(Provided data Opens)
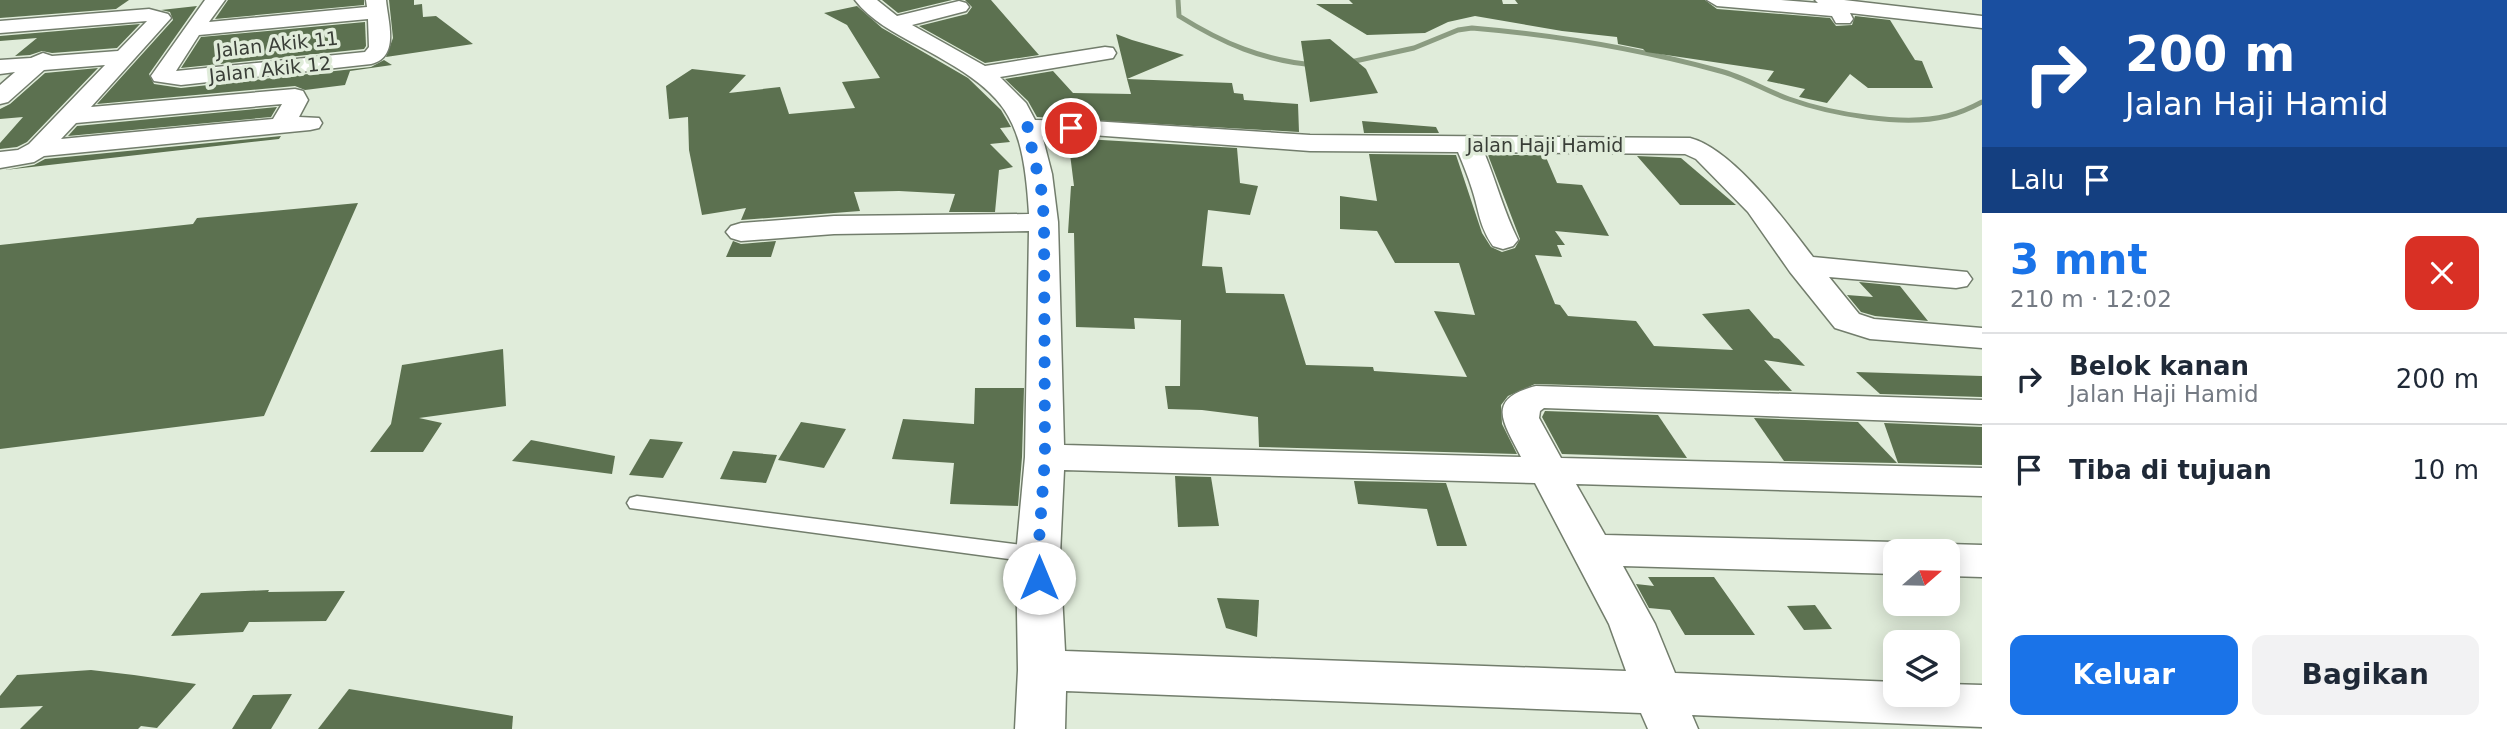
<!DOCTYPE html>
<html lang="id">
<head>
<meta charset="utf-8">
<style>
  body { margin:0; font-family:"DejaVu Sans",sans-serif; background:#f2f2f3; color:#1f2937; height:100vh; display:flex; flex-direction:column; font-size:26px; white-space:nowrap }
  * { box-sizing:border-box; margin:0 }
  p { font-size:23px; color:#747a83 }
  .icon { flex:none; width:38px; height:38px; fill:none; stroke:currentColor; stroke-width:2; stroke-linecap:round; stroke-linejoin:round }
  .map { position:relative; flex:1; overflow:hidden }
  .side { display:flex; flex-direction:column; background:#fff; width:525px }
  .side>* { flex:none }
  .hud { background:#1a4fa0; color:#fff; overflow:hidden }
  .needle { width:46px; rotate:70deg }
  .controls { position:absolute; left:1883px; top:539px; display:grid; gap:14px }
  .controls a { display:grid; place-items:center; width:77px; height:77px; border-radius:14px; background:#fff; box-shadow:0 4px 18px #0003; font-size:35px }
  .pin { position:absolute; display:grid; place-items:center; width:60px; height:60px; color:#fff; margin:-30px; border:4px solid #fff; border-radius:50%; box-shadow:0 2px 7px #0007 }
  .me { position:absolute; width:77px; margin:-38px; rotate:0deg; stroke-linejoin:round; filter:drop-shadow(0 0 5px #0008) }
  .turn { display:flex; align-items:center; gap:24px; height:147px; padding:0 28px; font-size:32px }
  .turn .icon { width:91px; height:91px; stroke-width:2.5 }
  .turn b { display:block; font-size:49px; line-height:60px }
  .then { display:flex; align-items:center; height:66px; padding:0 28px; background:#0003; gap:14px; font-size:26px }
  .round { display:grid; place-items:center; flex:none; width:74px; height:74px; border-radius:14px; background:#f2f2f3 }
  .headline { display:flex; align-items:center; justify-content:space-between; height:119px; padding:0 28px }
  h1 { font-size:42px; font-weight:600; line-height:52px; color:#1a73e8 }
  .primary-button { display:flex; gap:14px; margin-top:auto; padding:14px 28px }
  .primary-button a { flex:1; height:80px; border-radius:14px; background:#1a73e8; color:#fff; font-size:28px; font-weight:600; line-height:80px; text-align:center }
  .primary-button a+a { background:#f2f2f3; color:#1f2937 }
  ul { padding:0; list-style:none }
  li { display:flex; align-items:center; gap:21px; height:91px; padding:0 28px; border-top:2px solid #e0e1e3 }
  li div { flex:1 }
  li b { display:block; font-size:26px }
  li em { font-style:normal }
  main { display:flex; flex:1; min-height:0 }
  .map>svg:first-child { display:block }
</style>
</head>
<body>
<main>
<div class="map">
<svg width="1982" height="729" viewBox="0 0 1982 729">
  <rect width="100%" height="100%" fill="#e0ecda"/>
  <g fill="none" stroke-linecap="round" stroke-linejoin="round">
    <g stroke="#8b9c81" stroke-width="5">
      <path d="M1178,0l1,16c43,27 85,45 136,49"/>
      <path d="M1346,63l68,-15 44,-18 14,-2c83,7 167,21 248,43 24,6 46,20 69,28 42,15 115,28 158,17 13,-3 24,-8 35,-14"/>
    </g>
  </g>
  <g fill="#5c7150">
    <polygon points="0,0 129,0 116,9 0,18"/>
    <polygon points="228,0 364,0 364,5 215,19"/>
    <polygon points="389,0 414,0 414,5 422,4 423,17 436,16 473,44 386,57 393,38"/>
    <polygon points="882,0 952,0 898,13"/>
    <polygon points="965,0 991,0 1039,55 985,63 919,26 967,14 972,7"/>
    <polygon points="1349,0 1502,0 1503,4 1518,4 1515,0 1705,0 1717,9 1830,18 1836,26 1852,25 1855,16 1890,20 1915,60 1922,61 1933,88 1868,88 1850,74 1827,103 1799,97 1805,89 1767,81 1774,71 1646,52 1643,49 1618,44 1617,37 1562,31 1475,16 1448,22 1425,33 1367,35 1316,4 1353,4"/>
    <polygon points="197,6 149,74 154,84 181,88 371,67 384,60 392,65 350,71 345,85 305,90 295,86 97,104 173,20 170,12 161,10"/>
    <polygon points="857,6 882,28 968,78 1001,110 1011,127 1000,128 1010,142 990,144 1013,167 999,170 995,212 949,212 955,194 899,191 854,192 860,211 741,220 746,208 702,215 689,150 688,117 669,119 666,86 692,69 746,75 729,93 780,87 789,114 855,108 842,82 880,78 847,25 824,13"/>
    <polygon points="365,22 366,46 364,49 181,68 201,37"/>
    <polygon points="140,24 117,48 52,53 42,51 30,55 15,56 37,38 0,41 0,36"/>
    <polygon points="1116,34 1132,40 1184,55 1127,79"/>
    <polygon points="1330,39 1366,69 1378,93 1310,102 1301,41"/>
    <polygon points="98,68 27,142 17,147 0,149 0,143 23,117 0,119 0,109 10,104 45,73"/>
    <polygon points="1053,71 1073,93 1131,94 1127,79 1232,83 1234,93 1243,94 1244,100 1298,104 1299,132 1037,117 1028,101 1005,79"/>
    <polygon points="277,107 271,117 68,136 77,126"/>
    <polygon points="1362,121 1436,127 1439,133 1364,133"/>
    <polygon points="281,136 279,139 5,170 34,165 45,159"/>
    <polygon points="1068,138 1237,148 1240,183 1258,186 1250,215 1208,210 1202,266 1222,267 1226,293 1284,294 1306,365 1373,367 1374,371 1467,377 1434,311 1475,315 1459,263 1395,263 1377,231 1340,229 1340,196 1377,201 1369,154 1456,155 1482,233 1491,247 1502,252 1515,248 1520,239 1488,155 1545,155 1557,183 1582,185 1609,236 1555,231 1565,245 1557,245 1562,257 1535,255 1555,304 1560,305 1568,316 1636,321 1654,346 1733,350 1702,314 1749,309 1774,338 1779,339 1805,366 1764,360 1792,391 1535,384 1508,396 1501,405 1502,424 1517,454 1259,447 1258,417 1202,410 1168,409 1165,386 1180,386 1181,320 1134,318 1135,329 1076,327 1074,233 1068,233 1071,186 1074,186"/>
    <polygon points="1637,156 1681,158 1736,205 1680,205"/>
    <polygon points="358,203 264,416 0,449 0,245 193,224 197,218"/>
    <polygon points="733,241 741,244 776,241 771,257 726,257"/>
    <polygon points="1859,282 1900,286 1928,321 1875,316 1861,312 1847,295 1873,297"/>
    <polygon points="503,349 506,406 419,418 442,423 423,452 370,452 391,424 402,365"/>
    <polygon points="1856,372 1982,376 1982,397 1880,394"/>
    <polygon points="975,388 1024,388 1022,457 1018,506 950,504 954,463 892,459 903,419 974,424"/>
    <polygon points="1545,411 1658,415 1687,458 1562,454 1542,417"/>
    <polygon points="1754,418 1858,422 1897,463 1784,461"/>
    <polygon points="801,422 846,429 824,468 778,460"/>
    <polygon points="1884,423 1982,427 1982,465 1898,463"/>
    <polygon points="650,439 683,442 663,478 629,475"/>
    <polygon points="531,440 615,456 612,474 512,461"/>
    <polygon points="733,451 777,455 766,483 720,479"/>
    <polygon points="1175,476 1211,477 1219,526 1178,527"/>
    <polygon points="1354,481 1446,483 1467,546 1437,546 1427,509 1358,504"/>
    <polygon points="1648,577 1714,577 1755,635 1685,635 1670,610 1649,608 1636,584 1654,586"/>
    <polygon points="269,590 268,592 345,591 326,621 249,622 243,632 171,636 201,593"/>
    <polygon points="1217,598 1259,600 1257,637 1226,628"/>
    <polygon points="1815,605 1832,629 1804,630 1787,606"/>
    <polygon points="91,670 134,675 196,684 157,728 141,726 138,729 20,729 43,706 0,708 0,696 17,675"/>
    <polygon points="349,689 513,716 512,729 318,729"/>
    <polygon points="292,694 271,729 232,729 253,695"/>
  </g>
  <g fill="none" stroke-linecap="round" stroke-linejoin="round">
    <defs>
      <polygon id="service" points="637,496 1038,547 1046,549 1049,555 1046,561 1038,563 630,508 627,503 630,498"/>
      <g id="minor">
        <path d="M205,0h20l-16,22 158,-15 -1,-7h20c2,22 14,57 -15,64l-190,21 -27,-4 -3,-5zM368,19l1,28 -4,5 -189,19 23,-36z"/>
        <path d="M855,0h22l20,16 62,-15 7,2 3,4 -3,4 -54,14 73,41 120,-19 8,1 3,5 -3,5 -113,19 26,26 9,17 57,1 218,14 380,3c43,11 96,84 123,119l154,15 5,7 -5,7 -11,2 -127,-11 30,37 15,5 108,9v20l-112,-9 -35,-11 -45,-56 -42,-60 -52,-53 -11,-5 -201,-2c12,29 20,60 34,88l-5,6 -10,3 -10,-3c-14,-20 -14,-36 -21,-57 -4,-13 -9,-25 -14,-37l-148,-1 -218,-16h-50l10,39 6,48 6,223 457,12c-17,-34 -37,-58 15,-71l446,14v24l-438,-16 -4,3 -1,7 22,40 421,10v28l-406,-12 29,51 290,7 15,5 3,4h-18v23l-272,-8 32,58 20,49 220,9v13h53v-11l34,1v42l-290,-12 6,14h-50l-7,-16 -575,-22 -1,38h-50l3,-59 -2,-115 9,-98 4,-226 -195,3 -93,7 -10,-3 -5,-6 5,-6 10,-3 93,-7 195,-2c-6,-104 -25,-122 -114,-170 -20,-11 -45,-24 -60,-44zM1064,470l471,13 74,141 17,47 -561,-20 -5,-96z"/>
        <polygon points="1707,0 1781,0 1818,3 1815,0 1844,0 1982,16 1982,28 1850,13 1853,19 1850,23 1836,23 1832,16 1717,6"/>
        <path d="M149,9l19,5 3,4 -80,89 204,-18 8,2 5,9 -9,17 20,1 3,5 -3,5 -9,2 -266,26 -10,6 -34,6v-16l18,-2 11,-6 76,-79 -61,5 -36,32 -8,2v-19l15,-13 -15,2v-14l31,-2 12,-5 9,3 66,-5 29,-30 -147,12v-12zM282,104l-9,15 -212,20 15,-16z"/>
        <polygon points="1948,544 1982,545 1982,577 1948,576 1948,551 1931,551"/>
      </g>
    </defs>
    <use href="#service" stroke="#727d6c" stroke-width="3"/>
    <use href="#minor" stroke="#727d6c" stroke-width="3"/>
    <use href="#service" fill="#fff" fill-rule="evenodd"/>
    <use href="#minor" fill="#fff" fill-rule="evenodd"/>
  </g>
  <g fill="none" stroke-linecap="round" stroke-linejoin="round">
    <polyline stroke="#1a73e8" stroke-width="12" stroke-dasharray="0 21.6" points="1039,578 1038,555 1045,457 1044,222 1042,193 1027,127 1071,128"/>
  </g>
  <g text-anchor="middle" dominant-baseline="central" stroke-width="7" stroke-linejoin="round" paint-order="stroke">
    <g font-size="19" fill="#393e37" stroke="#e0ecda">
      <text transform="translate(277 44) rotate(-6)">Jalan Akik 11</text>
      <text transform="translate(270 69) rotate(-6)">Jalan Akik 12</text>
      <text x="1545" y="145">Jalan Haji Hamid</text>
    </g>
  </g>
</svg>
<div class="controls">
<a><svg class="needle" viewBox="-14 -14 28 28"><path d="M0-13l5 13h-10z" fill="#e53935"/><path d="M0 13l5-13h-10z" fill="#747a83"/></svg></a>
<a><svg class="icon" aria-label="layers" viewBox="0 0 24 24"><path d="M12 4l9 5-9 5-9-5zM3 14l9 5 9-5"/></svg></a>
</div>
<div class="pin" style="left:1071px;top:128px;background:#d93025"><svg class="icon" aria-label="arrive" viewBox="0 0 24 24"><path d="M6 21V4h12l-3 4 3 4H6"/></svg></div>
<svg class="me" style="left:1039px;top:578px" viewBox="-20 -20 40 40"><circle r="19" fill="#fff"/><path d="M0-13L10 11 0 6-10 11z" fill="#1a73e8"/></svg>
</div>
<section class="side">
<div class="hud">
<div class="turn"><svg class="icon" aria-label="right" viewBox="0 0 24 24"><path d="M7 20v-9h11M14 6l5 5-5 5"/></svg><div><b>200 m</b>Jalan Haji Hamid</div></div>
<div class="then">Lalu<svg class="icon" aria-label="arrive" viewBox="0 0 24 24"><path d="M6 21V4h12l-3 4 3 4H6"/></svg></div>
</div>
<div class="headline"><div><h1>3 mnt</h1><p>210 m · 12:02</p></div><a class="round" style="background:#d93025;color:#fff"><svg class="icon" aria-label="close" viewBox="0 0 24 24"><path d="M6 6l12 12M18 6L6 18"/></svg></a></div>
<ul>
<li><svg class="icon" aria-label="right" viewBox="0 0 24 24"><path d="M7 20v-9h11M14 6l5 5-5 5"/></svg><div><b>Belok kanan</b><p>Jalan Haji Hamid</p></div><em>200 m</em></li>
<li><svg class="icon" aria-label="arrive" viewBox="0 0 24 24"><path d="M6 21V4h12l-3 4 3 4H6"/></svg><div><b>Tiba di tujuan</b></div><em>10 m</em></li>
</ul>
<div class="primary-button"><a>Keluar</a><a>Bagikan</a></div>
</section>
</main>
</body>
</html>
(Provided data Closes)
Your assignment: Leaving out the pictures, print each line of the records above from the first up to and including the one that contains "display:flex; align-items:center; height:66px;", exactly as written.

Final answer:
<!DOCTYPE html>
<html lang="id">
<head>
<meta charset="utf-8">
<style>
  body { margin:0; font-family:"DejaVu Sans",sans-serif; background:#f2f2f3; color:#1f2937; height:100vh; display:flex; flex-direction:column; font-size:26px; white-space:nowrap }
  * { box-sizing:border-box; margin:0 }
  p { font-size:23px; color:#747a83 }
  .icon { flex:none; width:38px; height:38px; fill:none; stroke:currentColor; stroke-width:2; stroke-linecap:round; stroke-linejoin:round }
  .map { position:relative; flex:1; overflow:hidden }
  .side { display:flex; flex-direction:column; background:#fff; width:525px }
  .side>* { flex:none }
  .hud { background:#1a4fa0; color:#fff; overflow:hidden }
  .needle { width:46px; rotate:70deg }
  .controls { position:absolute; left:1883px; top:539px; display:grid; gap:14px }
  .controls a { display:grid; place-items:center; width:77px; height:77px; border-radius:14px; background:#fff; box-shadow:0 4px 18px #0003; font-size:35px }
  .pin { position:absolute; display:grid; place-items:center; width:60px; height:60px; color:#fff; margin:-30px; border:4px solid #fff; border-radius:50%; box-shadow:0 2px 7px #0007 }
  .me { position:absolute; width:77px; margin:-38px; rotate:0deg; stroke-linejoin:round; filter:drop-shadow(0 0 5px #0008) }
  .turn { display:flex; align-items:center; gap:24px; height:147px; padding:0 28px; font-size:32px }
  .turn .icon { width:91px; height:91px; stroke-width:2.5 }
  .turn b { display:block; font-size:49px; line-height:60px }
  .then { display:flex; align-items:center; height:66px; padding:0 28px; background:#0003; gap:14px; font-size:26px }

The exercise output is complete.